Some culinary addresses in the Mile High City just can’t seem to hold down a tenant. Here, five of Denver’s unluckiest restaurant locations.
—Photo illustration by John Ueland
295 S. Pennsylvania St.
Grey Cactus Cocina Y Bar
Currently: Telegraph Neighborhood Bistro & Bar
The longest tenant—Café Bar, purveyor of seasonal American fare—of this building northwest of Washington Park lasted three years. Grey Cactus barely made it four months. Current tenant Telegraph, however, shows some promise: Owner Chris Sargent has already figured out the formula for success at his popular West Highland eatery, Brazen.
2200 Market St.
Otto’s American Grill
Currently: i-Fish & Ramen
As the Ballpark neighborhood exploded, restaurant owners in this developing area struggled to get a feel for what diners wanted. But they seem to have found it with i-Fish & Ramen, which has stayed put for five years under the guidance of a sushi pro who emigrated from Myanmar.
1480 Arapahoe St.
Hickory Prime Steakhouse
Currently: Reunion Gastro Pub & Wine Bar
Steak-house fatigue might be the problem here. Downtown doesn’t seem to need another steak joint—unless it comes from one of the biggest names in Denver’s dining scene (ahem, Troy Guard’s Guard and Grace). Reunion Gastro Pub, the current occupant of six months, specializes in fancy pizzas and burgers—probably a wise detour.
250 Josephine St.
Go Fish Grille
Juicy Lucy’s Steakhouse
Currently: For Rent
Blame it on the sky-high rents (retail property goes for upward of $25 per square foot), the lack of parking, the awkward location, or an honest-to-goodness hex, but one thing is clear: This Cherry Creek spot cannot hold down a long-term tenant. Its latest victim?

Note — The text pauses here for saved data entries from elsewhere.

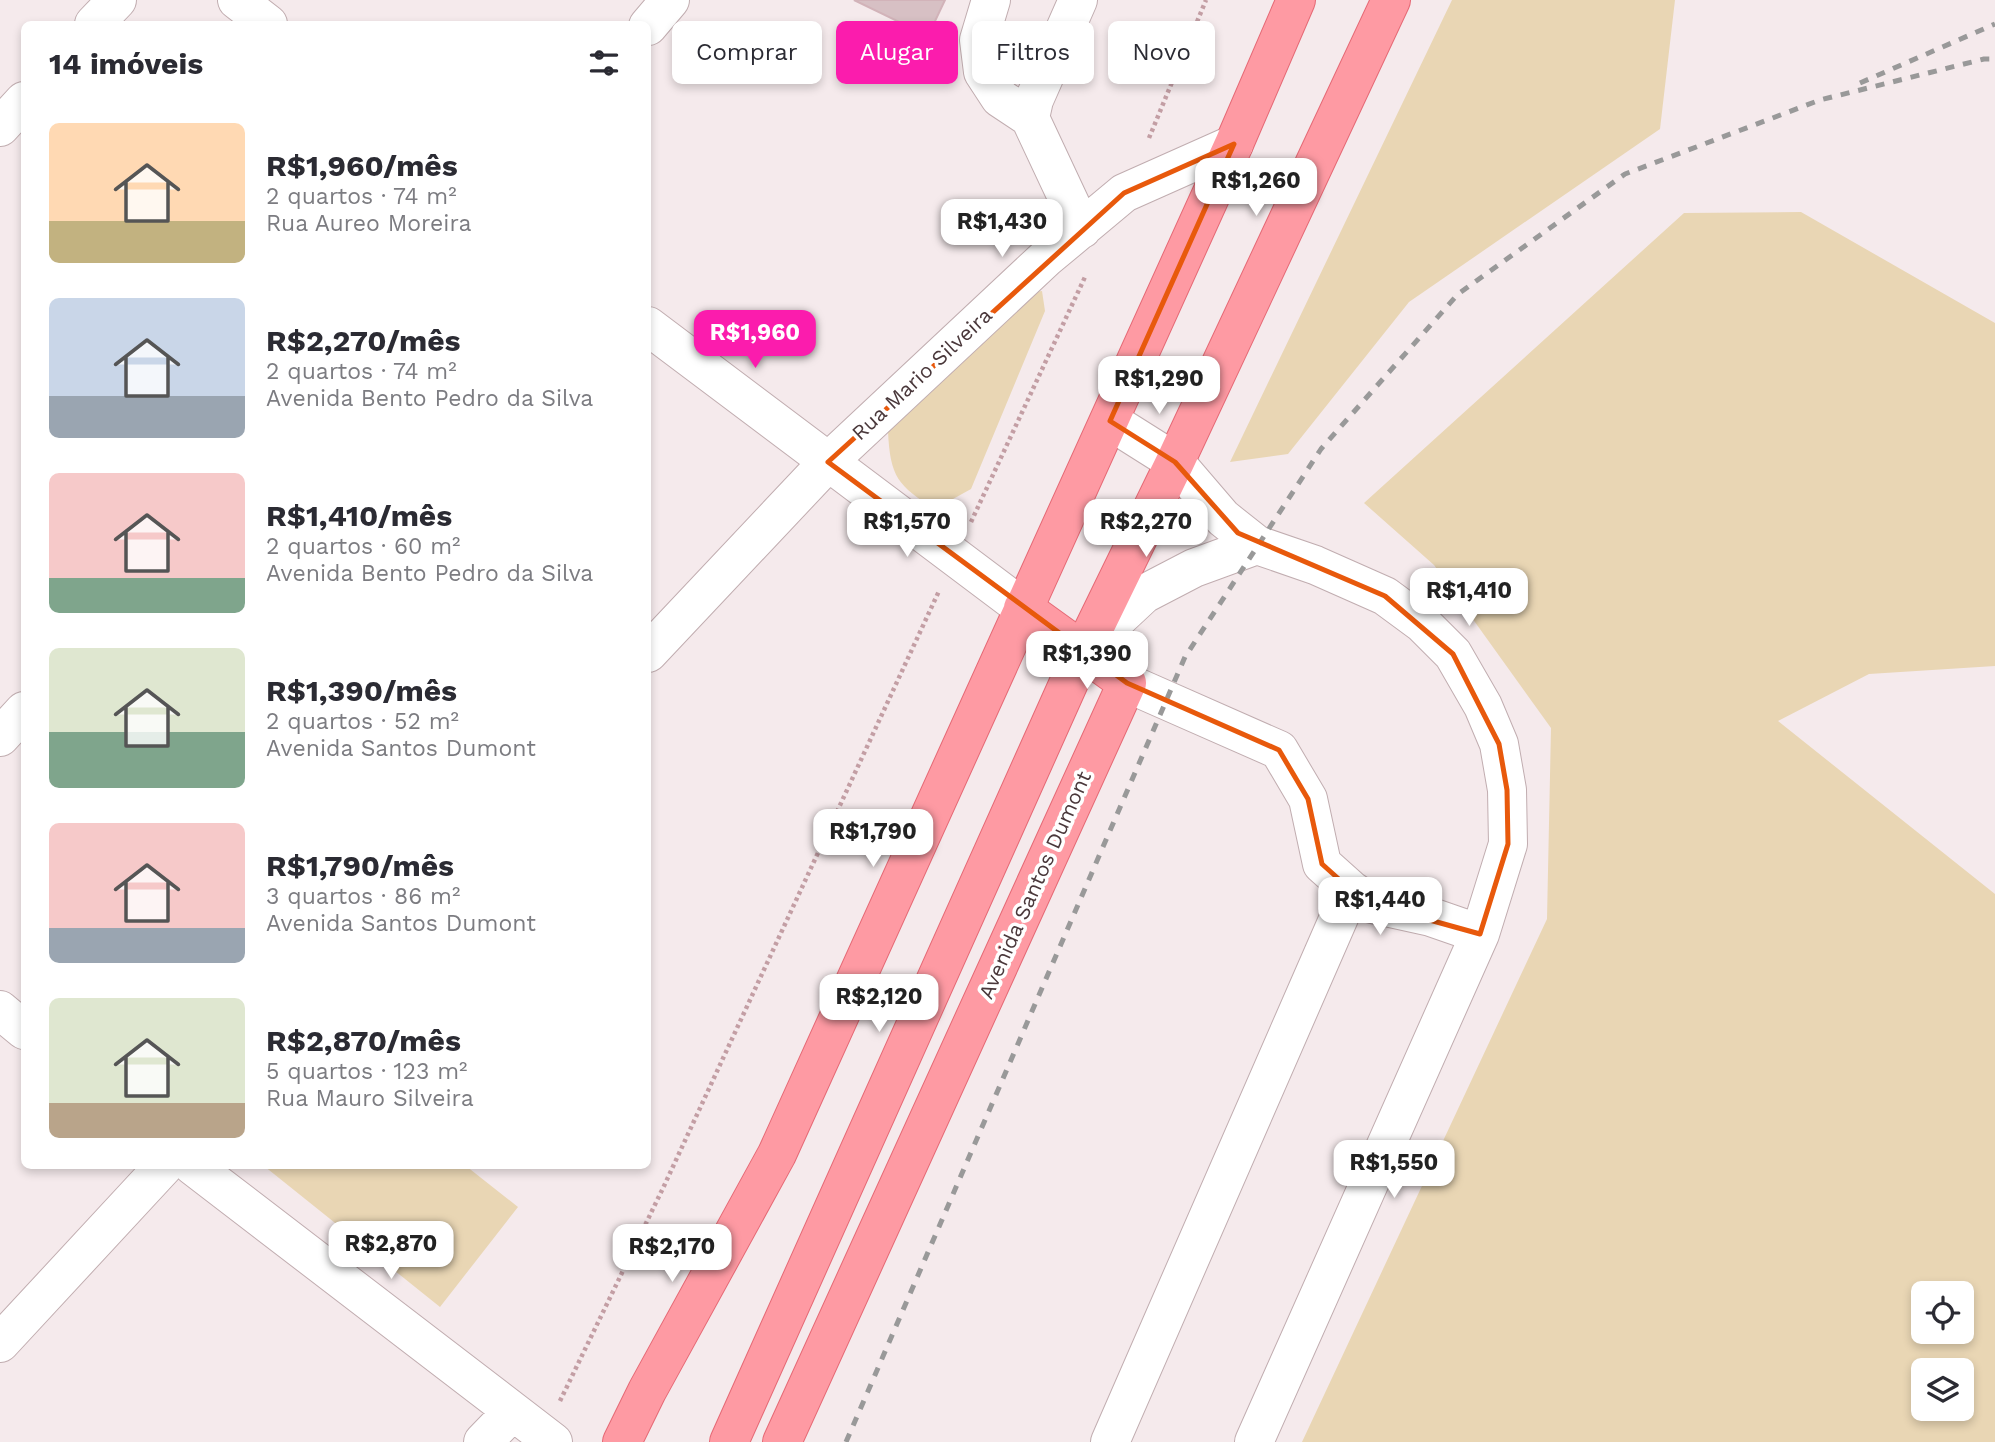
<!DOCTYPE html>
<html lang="pt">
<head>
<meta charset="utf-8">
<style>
  :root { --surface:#fff; --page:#f2f2f3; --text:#2b2b33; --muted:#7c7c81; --accent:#fb1cad }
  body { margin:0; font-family:"Work Sans",sans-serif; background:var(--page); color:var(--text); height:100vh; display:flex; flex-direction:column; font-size:26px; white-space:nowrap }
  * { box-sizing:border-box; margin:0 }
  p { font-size:23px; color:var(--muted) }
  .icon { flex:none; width:38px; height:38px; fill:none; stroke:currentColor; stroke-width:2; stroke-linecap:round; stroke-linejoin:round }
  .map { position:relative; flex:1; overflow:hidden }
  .details { position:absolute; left:21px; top:21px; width:630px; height:1148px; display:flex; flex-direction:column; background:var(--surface); border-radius:10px; box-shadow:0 4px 10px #0003 }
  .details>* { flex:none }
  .banner { position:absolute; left:672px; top:21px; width:665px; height:63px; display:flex; gap:14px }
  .controls { position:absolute; left:1911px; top:1281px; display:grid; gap:14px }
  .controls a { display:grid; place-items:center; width:63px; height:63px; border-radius:10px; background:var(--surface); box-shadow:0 4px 10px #0003; font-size:35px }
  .price { position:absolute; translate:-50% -60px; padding:0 16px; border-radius:14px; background:#fff; color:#222; font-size:23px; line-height:46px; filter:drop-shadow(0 2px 4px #0008) }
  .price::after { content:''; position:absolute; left:50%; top:42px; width:21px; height:16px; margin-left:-10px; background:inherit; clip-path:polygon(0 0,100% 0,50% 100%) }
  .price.current { background:var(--accent); color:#fff }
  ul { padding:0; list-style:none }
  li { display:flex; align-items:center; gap:21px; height:175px; padding:0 28px }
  li span { display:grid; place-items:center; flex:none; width:196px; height:140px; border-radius:10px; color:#555 }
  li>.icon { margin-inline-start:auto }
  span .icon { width:84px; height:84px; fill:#fffc; stroke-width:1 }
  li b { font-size:30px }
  h2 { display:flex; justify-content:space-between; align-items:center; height:84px; padding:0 28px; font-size:30px }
  .tag { padding:0 24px; border-radius:10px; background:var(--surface); box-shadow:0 4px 10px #0003; font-size:24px; line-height:63px }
  .tag.current { background:var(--accent); color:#fff }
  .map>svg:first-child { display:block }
  .green { fill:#e9d6b4; fill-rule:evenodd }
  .building { fill:#d7c0c4; stroke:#d2b3b9; stroke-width:2 }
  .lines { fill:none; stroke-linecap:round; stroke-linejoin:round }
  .minor-casing { stroke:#c1adb0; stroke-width:40 }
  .major-casing { stroke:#e56975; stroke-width:40 }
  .path { stroke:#c39ea4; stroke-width:4.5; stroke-dasharray:3.5 3.5; stroke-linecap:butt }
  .minor { stroke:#fff; stroke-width:38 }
  .major { stroke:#fe9aa3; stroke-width:38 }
  .rail { stroke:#999; stroke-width:5; stroke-dasharray:9 9; stroke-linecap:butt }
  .marked { fill:none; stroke:#e8590c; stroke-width:5; stroke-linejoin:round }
  .labels { text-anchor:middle; stroke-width:7; stroke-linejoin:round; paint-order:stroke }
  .street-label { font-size:21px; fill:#4a383b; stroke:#fff }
</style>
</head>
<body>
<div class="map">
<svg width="1995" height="1442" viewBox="0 0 1995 1442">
  <rect width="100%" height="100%" fill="#f5eaec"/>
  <path class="green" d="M1452 0H1675L1660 129 1409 302 1288 454 1230 462Z
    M1801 212 1995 323V666L1869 674 1778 721 1995 894V1442H1302L1547 919 1551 728 1434 565 1364 503 1684 213ZM1962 1293V1332H1923V1293ZM1962 1370V1409H1923V1370Z
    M1042 291 1045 311 971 489 935 509C898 486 890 477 888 431L1020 294Z
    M264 1166H466L518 1207 440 1307Z"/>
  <path class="building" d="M854 0H945L928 36Z"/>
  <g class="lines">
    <g class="minor-casing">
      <path id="minor" d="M237 0 268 24
        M991 0 979 40 983 72 1000 98 1030 118 1082 229
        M94 24 117 0
        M648 26 670 0
        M1030 118 1034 100 1078 0
        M0 127 24 101
        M648 326 1023 608
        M1110 421 1175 462 1223 518 1257 545 1315 565 1385 596 1423 624 1453 654 1483 706 1499 744 1507 790 1508 844 1480 934 1254 1442
        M1084 650 1144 594 1194 568 1257 545
        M648 653 828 462 1046 258 1124 193 1234 144
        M1127 683 1279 750 1308 799 1322 864 1351 890 1372 904 1431 917 1480 934
        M0 737 24 711
        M0 1010 24 1030
        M193 1166 553 1442
        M0 1343 164 1166
        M483 1442 512 1412
        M1110 1442 1351 890"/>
    </g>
    <g class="major-casing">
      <path id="major" d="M622 1442 647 1391 777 1154 1234 144 1296 0
        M729 1442 1083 651 1175 462 1391 0
        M782 1442 1127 683 1023 608"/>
    </g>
    <path class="path" d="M1149 138 1206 0
      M971 522 1085 277
      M560 1401 664 1186 939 591"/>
    <use href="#minor" class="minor"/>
    <use href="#major" class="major"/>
    <path class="rail" d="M1860 83 1995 24
      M846 1442 1185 657 1321 449 1458 294 1625 174 1820 100 1984 59H1995"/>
  </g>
  <path class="marked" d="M1234 144 1110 421 1175 462 1238 533 1385 596 1453 654 1499 744 1507 790 1508 844 1480 934 1372 904 1351 890 1322 864 1308 799 1279 750 1127 683 828 462 1124 193Z"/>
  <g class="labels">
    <g class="street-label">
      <text transform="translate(922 374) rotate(-43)" y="7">Rua Mario Silveira</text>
      <text transform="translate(1035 885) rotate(-66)" y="7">Avenida Santos Dumont</text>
    </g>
  </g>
</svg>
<div class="controls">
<a><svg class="icon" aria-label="locate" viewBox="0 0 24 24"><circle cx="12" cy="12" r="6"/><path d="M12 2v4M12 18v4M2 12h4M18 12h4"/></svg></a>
<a><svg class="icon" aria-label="layers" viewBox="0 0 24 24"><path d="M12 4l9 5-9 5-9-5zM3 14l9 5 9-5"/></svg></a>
</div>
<b class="price" style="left:1256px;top:218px">R$1,260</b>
<b class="price" style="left:1002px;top:259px">R$1,430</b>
<b class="price current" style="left:755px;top:370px">R$1,960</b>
<b class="price" style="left:1159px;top:416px">R$1,290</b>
<b class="price" style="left:907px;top:559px">R$1,570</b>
<b class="price" style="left:1146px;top:559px">R$2,270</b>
<b class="price" style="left:1469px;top:628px">R$1,410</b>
<b class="price" style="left:1087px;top:691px">R$1,390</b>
<b class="price" style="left:873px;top:869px">R$1,790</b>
<b class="price" style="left:1380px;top:937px">R$1,440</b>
<b class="price" style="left:879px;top:1034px">R$2,120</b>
<b class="price" style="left:1394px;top:1200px">R$1,550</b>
<b class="price" style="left:391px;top:1281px">R$2,870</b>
<b class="price" style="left:672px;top:1284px">R$2,170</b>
<div class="banner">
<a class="tag">Comprar</a>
<a class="tag current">Alugar</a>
<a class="tag">Filtros</a>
<a class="tag">Novo</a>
</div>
<section class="details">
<h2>14 imóveis<svg class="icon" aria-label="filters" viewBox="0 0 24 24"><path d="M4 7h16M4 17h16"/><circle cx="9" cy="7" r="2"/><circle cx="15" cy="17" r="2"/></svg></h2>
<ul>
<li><span style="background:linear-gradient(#ffd9b3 70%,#c2b280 0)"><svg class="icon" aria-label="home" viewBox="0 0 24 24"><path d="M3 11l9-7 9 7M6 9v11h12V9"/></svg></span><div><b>R$1,960/mês</b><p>2 quartos · 74 m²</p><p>Rua Aureo Moreira</p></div></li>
<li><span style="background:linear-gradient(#c9d6e8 70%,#9aa5b1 0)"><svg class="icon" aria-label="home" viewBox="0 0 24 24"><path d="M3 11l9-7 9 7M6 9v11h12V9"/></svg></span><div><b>R$2,270/mês</b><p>2 quartos · 74 m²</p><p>Avenida Bento Pedro da Silva</p></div></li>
<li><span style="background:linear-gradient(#f6c9c9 75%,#7fa58c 0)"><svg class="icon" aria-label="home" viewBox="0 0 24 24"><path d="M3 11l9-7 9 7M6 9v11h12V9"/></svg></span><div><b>R$1,410/mês</b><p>2 quartos · 60 m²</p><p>Avenida Bento Pedro da Silva</p></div></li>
<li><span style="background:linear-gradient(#dfe7d0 60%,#7fa58c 0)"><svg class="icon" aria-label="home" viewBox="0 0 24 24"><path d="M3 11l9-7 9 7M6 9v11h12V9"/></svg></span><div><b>R$1,390/mês</b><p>2 quartos · 52 m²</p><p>Avenida Santos Dumont</p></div></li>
<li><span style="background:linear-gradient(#f6c9c9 75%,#9aa5b1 0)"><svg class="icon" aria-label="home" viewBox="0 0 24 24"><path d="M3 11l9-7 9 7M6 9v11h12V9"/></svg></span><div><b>R$1,790/mês</b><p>3 quartos · 86 m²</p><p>Avenida Santos Dumont</p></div></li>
<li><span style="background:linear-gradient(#dfe7d0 75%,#b9a48a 0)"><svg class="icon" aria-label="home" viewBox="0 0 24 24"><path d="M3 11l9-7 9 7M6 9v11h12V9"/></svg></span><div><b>R$2,870/mês</b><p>5 quartos · 123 m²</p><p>Rua Mauro Silveira</p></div></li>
</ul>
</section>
</div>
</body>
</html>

Three-year-old Opus, which shuttered in December.
1512 Curtis St.
Ocean Palace Chinese restaurant
Victory American Grill and Bar
Le Grand Bistro
Currently: Baur’s Restaurant and Listening Lounge
The plague on this Theatre District location is relatively recent. Constructed in 1881, this building housed O.P. Baur Confectionery Co. and expanded with Baur’s restaurant in 1918. After both shut down in 1970, the venue changed hands eight times. Its difficulties might arise from the large space’s awkwardly divided layout—or it might be a casualty of a fickle theater crowd.
*Full disclosure: A legal action brought by this magazine in 2009 led to 5280 Steakhouse changing its name.